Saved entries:
---+---

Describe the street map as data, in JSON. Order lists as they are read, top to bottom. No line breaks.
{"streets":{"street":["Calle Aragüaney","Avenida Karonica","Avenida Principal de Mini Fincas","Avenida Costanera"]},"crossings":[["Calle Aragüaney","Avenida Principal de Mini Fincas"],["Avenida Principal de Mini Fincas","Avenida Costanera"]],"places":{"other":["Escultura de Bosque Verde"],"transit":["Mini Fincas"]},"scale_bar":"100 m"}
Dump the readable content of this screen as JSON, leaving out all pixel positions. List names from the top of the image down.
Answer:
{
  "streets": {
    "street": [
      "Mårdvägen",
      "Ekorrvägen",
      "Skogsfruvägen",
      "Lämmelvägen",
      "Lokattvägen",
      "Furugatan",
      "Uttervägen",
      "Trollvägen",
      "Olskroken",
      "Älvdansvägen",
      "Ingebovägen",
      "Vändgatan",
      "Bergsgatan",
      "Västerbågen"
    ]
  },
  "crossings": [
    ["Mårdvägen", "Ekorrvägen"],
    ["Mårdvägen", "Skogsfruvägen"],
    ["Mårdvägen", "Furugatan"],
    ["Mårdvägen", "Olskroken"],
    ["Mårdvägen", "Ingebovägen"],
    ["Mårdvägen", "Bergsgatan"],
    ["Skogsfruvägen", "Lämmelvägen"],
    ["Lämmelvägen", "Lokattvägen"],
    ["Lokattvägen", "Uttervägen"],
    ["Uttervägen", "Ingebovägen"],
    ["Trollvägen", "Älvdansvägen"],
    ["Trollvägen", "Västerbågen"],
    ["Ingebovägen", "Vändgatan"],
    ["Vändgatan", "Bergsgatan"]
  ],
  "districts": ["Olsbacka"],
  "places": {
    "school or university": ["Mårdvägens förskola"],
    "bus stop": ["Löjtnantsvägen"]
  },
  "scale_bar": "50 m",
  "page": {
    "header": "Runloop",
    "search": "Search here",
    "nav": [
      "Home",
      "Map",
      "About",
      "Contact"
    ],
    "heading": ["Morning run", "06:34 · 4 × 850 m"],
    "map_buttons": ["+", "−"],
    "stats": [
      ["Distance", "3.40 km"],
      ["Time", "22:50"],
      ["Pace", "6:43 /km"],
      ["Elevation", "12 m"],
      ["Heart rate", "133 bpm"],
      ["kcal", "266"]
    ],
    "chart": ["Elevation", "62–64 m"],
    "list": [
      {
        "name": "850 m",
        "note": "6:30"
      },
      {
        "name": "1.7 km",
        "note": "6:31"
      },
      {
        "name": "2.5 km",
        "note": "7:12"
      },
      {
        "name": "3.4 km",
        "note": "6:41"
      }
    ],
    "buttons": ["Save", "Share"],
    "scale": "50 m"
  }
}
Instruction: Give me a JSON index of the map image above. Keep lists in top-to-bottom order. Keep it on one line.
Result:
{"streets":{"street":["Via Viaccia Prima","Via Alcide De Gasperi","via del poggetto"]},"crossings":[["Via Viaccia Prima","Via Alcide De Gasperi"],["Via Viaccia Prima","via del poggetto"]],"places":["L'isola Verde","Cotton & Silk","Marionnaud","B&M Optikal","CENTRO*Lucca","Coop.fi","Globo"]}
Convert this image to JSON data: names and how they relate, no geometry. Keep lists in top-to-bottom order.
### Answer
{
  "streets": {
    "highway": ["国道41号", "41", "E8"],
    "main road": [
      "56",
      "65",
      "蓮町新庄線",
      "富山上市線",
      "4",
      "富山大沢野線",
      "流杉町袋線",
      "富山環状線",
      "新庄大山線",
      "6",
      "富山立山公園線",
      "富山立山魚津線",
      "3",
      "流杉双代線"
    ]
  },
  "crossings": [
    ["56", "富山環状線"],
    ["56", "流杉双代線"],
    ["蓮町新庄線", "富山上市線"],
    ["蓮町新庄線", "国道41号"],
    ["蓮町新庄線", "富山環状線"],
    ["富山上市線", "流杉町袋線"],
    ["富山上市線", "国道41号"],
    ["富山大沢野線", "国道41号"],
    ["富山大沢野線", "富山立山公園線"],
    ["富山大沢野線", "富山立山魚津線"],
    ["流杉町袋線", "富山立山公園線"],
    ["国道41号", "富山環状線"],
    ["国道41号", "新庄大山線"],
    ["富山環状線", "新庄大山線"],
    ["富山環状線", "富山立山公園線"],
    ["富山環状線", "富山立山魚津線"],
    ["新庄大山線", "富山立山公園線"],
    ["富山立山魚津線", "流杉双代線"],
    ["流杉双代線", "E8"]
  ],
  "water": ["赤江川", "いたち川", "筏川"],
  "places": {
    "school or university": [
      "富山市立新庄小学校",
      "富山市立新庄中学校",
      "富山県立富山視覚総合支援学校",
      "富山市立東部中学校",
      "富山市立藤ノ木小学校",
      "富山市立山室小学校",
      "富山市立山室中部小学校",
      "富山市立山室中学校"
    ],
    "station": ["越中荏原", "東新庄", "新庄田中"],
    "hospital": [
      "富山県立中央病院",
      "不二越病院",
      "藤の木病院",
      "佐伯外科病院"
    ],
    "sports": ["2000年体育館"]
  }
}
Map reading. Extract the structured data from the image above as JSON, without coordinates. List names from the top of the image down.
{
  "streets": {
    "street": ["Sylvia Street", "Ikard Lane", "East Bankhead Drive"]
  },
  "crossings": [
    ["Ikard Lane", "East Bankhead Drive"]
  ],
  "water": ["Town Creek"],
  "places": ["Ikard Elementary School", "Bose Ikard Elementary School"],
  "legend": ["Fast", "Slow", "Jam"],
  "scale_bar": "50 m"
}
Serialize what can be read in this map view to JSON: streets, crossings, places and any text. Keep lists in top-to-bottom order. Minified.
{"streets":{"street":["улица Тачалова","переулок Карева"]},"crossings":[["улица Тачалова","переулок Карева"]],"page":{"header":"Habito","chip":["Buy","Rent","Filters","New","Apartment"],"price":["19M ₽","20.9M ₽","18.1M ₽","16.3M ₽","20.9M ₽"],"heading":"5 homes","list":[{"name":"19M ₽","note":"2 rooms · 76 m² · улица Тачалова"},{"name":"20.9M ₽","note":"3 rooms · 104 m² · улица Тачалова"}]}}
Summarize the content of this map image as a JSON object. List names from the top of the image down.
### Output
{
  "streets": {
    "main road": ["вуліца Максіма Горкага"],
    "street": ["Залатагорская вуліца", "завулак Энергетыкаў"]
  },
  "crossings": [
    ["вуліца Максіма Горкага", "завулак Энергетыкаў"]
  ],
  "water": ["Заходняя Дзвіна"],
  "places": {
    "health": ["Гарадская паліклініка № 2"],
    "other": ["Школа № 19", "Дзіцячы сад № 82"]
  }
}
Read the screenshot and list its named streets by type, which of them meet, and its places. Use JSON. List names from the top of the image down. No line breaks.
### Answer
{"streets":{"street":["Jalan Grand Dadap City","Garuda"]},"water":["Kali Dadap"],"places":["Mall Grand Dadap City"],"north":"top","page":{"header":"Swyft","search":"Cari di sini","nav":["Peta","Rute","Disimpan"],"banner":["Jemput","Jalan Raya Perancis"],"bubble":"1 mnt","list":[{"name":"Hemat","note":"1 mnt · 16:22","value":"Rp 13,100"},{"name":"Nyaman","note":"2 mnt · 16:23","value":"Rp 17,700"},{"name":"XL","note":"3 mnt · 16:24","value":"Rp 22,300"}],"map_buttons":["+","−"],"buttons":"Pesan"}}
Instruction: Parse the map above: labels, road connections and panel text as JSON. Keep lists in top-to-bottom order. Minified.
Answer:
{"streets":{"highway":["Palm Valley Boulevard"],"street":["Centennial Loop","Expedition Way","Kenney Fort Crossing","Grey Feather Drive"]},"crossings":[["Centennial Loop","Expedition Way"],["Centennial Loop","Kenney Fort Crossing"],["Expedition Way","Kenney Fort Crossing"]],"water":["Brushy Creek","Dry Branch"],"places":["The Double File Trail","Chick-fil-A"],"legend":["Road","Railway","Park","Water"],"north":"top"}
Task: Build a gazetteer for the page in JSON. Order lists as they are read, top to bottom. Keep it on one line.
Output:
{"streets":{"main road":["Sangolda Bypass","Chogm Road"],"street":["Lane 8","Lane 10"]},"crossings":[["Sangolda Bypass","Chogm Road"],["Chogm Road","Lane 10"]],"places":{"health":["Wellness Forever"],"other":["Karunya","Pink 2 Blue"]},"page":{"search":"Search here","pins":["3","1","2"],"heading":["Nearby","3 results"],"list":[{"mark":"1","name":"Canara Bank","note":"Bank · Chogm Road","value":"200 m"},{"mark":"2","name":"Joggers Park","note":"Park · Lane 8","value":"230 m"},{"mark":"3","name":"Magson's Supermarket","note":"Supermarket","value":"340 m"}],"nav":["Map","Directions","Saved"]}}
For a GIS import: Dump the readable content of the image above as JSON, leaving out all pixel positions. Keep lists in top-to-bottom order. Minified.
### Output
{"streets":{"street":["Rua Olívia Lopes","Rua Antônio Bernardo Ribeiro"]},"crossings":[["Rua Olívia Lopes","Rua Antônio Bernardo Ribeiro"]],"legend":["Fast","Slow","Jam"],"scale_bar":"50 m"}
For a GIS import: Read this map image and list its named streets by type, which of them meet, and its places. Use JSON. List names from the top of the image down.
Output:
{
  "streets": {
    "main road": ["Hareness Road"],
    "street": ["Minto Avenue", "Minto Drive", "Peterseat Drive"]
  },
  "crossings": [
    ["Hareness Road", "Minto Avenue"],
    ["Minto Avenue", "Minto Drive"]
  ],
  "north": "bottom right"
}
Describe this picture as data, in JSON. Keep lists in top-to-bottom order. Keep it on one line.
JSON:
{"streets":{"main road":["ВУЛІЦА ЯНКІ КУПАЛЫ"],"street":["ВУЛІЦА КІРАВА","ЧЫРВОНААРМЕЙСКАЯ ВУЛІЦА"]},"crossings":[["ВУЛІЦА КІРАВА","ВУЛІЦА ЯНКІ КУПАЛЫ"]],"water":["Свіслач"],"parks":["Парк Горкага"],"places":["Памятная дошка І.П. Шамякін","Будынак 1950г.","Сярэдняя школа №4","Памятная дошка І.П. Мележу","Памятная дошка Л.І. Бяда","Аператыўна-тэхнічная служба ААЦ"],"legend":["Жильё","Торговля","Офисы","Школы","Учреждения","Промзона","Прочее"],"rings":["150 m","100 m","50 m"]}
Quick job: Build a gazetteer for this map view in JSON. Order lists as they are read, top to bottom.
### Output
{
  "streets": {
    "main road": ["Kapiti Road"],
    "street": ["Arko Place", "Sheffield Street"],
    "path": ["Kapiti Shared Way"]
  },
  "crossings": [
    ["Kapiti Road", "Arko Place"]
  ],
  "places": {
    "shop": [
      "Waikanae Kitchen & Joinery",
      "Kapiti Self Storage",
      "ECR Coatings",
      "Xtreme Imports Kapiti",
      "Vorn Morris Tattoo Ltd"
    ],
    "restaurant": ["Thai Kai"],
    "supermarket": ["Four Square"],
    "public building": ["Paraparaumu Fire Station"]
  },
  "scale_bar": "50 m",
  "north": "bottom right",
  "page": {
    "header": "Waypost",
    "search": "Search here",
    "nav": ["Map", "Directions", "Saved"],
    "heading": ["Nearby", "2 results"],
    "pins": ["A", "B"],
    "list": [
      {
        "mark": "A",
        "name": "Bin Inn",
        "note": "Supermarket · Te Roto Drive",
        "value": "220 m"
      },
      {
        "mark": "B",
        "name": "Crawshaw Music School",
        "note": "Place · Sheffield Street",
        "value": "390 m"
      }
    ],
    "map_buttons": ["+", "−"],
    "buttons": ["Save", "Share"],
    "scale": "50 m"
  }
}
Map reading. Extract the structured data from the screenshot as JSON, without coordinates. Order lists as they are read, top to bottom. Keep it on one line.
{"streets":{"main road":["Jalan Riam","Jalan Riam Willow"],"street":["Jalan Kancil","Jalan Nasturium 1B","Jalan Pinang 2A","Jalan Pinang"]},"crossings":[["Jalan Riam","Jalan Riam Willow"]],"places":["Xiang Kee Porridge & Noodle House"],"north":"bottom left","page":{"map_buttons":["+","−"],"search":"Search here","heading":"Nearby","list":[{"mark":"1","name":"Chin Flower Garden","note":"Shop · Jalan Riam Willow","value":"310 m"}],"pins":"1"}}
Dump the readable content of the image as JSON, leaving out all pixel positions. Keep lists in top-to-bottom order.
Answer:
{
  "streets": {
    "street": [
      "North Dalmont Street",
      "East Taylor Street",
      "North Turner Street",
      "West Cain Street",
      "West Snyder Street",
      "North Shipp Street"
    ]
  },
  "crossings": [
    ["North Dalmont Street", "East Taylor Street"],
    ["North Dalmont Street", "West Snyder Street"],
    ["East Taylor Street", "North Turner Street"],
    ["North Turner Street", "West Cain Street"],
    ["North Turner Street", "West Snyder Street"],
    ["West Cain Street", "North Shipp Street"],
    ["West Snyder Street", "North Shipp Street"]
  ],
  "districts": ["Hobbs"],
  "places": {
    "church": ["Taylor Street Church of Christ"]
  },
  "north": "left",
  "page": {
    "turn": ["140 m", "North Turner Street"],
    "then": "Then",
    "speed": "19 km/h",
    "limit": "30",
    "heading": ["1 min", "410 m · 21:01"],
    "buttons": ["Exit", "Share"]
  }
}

---+---

■ **PROBLEM DETAILS**
Count, and answer with the number only: how many lines of the data include the string "gazetteer"?

■ **ANSWER TO THIS EXERCISE**
2